A key part of BII relationship with ICOF has been their ability to do fund administration on behalf of other organisations. They ran our lending portfolio back office, and that was a really crucial service. And they did that for a range of organisations because it meant others didn’t have to reinvent doing your back office time and time again as a new start community finance organisation. That was a very good service for us to have. We’ve only recently taken that in house, after it being with ICOF since shortly after we started in 2005, which I think shows how successful ICOF are in delivering that. That was at the core of our longstanding relationship with ICOF.
Kevin Lloyd-Evans, who previously worked here, now works for ICOF. When Kevin was at BII and the pandemic started, he just said , ‘Let’s put my mobile phone on the front page of the website’. There was a message there quite literally saying, ‘Call me. I’m Kevin, here’s my mobile phone number, call me if I can help’. His attitude there was emblematic of what ICOF are about and what they are doing – Kevin had that people focus that ICOF has and so his new role with ICOF was a great match.

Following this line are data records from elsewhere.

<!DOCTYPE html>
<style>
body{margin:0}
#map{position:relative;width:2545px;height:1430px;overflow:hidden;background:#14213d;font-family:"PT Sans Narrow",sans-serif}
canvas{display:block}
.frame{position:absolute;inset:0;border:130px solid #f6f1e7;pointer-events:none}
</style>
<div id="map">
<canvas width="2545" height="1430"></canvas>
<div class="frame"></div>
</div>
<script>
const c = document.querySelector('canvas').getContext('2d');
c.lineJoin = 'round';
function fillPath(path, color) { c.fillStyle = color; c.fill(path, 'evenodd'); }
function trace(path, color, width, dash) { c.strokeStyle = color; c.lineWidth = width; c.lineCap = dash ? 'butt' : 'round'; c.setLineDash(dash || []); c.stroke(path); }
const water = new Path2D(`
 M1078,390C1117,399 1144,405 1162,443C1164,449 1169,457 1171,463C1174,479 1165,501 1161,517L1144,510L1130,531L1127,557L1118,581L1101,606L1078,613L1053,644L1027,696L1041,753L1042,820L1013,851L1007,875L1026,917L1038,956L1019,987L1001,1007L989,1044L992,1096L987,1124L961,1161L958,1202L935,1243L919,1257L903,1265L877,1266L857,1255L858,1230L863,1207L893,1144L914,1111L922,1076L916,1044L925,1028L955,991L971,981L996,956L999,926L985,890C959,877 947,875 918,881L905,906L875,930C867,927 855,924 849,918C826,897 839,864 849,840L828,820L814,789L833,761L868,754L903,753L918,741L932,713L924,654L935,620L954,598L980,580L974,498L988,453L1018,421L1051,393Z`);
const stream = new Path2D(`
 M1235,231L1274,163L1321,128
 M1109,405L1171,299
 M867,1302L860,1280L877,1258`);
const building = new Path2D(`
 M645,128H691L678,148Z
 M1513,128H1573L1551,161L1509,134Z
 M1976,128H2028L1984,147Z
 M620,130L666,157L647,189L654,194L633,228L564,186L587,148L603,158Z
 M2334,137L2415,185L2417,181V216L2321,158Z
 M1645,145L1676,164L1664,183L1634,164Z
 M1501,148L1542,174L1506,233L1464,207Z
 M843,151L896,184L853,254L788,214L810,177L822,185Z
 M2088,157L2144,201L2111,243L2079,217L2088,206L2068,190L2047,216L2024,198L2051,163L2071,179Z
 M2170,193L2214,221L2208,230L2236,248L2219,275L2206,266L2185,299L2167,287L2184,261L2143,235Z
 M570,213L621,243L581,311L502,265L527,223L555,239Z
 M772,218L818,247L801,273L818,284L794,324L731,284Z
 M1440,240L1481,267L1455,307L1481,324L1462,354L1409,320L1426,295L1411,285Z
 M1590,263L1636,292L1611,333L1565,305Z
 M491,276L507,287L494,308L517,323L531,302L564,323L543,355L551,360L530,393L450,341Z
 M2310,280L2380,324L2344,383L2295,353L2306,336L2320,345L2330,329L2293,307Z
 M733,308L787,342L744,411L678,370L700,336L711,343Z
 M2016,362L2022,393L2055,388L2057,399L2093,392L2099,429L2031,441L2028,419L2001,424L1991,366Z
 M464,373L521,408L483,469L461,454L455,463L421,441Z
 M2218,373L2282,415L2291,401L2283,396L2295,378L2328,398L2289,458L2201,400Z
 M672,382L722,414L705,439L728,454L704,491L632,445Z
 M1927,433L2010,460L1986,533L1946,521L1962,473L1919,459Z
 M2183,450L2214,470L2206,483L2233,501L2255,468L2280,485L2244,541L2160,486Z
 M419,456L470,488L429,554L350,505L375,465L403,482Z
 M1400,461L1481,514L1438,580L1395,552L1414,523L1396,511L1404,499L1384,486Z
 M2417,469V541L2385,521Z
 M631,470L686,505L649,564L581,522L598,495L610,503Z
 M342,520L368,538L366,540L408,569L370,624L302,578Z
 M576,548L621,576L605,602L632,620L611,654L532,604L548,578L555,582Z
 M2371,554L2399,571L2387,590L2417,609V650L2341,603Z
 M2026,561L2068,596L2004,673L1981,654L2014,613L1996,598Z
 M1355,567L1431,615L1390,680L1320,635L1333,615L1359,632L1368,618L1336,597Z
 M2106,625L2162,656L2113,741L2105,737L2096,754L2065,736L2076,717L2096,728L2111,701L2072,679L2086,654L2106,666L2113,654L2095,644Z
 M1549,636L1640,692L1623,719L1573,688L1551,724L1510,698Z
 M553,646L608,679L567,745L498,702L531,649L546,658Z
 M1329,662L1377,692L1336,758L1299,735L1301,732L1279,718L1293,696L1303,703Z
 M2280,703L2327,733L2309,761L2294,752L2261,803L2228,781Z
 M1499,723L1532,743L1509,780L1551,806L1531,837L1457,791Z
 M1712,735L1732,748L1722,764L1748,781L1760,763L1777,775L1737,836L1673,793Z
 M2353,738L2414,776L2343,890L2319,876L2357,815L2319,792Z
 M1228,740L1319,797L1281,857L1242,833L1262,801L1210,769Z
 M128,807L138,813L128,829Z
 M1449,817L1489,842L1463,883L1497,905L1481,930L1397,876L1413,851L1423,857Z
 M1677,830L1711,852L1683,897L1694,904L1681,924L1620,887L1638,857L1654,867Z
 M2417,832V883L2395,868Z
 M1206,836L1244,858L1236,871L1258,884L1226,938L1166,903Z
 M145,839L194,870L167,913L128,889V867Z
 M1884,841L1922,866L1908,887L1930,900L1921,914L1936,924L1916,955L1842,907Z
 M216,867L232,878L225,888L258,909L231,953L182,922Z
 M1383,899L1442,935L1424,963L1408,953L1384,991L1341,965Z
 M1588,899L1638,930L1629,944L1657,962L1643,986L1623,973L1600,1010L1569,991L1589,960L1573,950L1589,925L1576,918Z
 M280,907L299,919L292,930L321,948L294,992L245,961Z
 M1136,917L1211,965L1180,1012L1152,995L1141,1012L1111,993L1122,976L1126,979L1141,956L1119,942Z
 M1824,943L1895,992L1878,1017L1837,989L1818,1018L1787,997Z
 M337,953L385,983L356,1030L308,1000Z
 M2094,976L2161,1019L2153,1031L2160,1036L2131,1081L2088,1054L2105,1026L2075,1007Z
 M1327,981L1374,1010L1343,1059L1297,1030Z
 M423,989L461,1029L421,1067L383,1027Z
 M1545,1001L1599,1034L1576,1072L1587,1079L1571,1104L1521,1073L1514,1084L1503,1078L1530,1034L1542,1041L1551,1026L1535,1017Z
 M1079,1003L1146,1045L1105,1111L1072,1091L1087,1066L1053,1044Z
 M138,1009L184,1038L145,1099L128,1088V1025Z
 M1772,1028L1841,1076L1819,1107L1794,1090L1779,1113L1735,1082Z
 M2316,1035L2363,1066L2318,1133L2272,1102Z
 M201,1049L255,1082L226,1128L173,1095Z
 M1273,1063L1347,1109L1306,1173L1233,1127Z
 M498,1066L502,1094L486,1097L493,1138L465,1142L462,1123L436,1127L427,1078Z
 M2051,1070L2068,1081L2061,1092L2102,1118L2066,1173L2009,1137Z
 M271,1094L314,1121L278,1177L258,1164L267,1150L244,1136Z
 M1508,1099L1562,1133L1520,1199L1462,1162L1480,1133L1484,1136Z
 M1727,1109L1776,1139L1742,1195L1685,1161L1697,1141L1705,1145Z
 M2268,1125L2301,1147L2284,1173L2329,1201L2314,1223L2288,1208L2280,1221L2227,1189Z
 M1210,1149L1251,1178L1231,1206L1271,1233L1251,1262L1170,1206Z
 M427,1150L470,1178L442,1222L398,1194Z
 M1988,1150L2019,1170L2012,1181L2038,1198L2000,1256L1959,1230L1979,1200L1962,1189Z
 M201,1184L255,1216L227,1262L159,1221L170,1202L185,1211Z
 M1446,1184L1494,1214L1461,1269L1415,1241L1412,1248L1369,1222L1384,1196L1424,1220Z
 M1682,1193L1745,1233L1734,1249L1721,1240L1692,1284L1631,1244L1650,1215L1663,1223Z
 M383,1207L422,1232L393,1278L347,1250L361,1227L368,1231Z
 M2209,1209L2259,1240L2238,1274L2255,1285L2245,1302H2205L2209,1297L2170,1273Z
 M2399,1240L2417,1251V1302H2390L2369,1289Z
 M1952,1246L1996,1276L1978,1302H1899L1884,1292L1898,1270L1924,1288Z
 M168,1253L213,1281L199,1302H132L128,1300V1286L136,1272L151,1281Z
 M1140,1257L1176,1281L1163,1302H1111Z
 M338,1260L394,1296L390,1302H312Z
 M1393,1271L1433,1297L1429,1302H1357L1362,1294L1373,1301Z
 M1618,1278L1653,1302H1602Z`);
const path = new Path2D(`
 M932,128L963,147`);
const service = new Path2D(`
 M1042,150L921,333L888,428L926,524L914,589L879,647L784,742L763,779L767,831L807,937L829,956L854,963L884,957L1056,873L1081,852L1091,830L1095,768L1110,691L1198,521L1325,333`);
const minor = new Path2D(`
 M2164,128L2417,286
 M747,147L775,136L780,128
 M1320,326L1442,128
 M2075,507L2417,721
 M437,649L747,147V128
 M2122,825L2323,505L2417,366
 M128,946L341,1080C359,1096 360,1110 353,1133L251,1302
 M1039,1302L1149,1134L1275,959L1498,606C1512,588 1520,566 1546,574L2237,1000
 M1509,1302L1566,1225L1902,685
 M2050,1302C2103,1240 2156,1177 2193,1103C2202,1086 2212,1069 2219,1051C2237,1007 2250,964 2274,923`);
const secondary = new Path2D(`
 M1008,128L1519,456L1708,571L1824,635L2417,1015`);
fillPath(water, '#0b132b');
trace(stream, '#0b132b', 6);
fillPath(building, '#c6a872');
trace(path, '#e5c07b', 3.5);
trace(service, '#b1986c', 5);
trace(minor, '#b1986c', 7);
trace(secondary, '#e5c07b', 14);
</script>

ICOF are part of a great tradition. In 1542, the Sir Thomas White loan charity was set up in Leicester to make micro loans to apprentices who were to buy their own tools and thereby increase their income. So since 1542, at least, in the UK we’ve been setting up social investment organisations, including the first building societies in 1775. It goes on from there. So that’s the long tradition that ICOF have been working within, in creating a financial institution to support organisations who aren’t supported by the mainstream. It is amazing what they’ve been doing. And since they started in 1973, Ecology Building Society came along in 1990, then Triodos Bank came onto the scene, then Unity Trust Bank and a whole plethora of community finance organisations. More recently organisations like us at BII, but ICOF really has been a pioneer here in the UK, showing how the social economy is so much wider than charity, than just social enterprise. They show the social power of cooperatives which are a key part of our third sector in its widest sense, and they’ve been there supporting people who’ve got together to help themselves and help their communities. That’s an amazing thing… I mean, they were going in 1973 and The Credit Union Act was passed in 1979. So they’ve been going since before the formalisation of credit unions! It is truly extraordinary.
A very, very happy birthday to Industrial Common Ownership Finance, also Cooperative and Community Finance as it’s known today. What a fantastic 50 years it’s been in supporting our sector and we’re so pleased you’ve been here. You’ve been inspirational to me and so many others, let alone the practical work that you’re doing. So a very, very happy birthday.”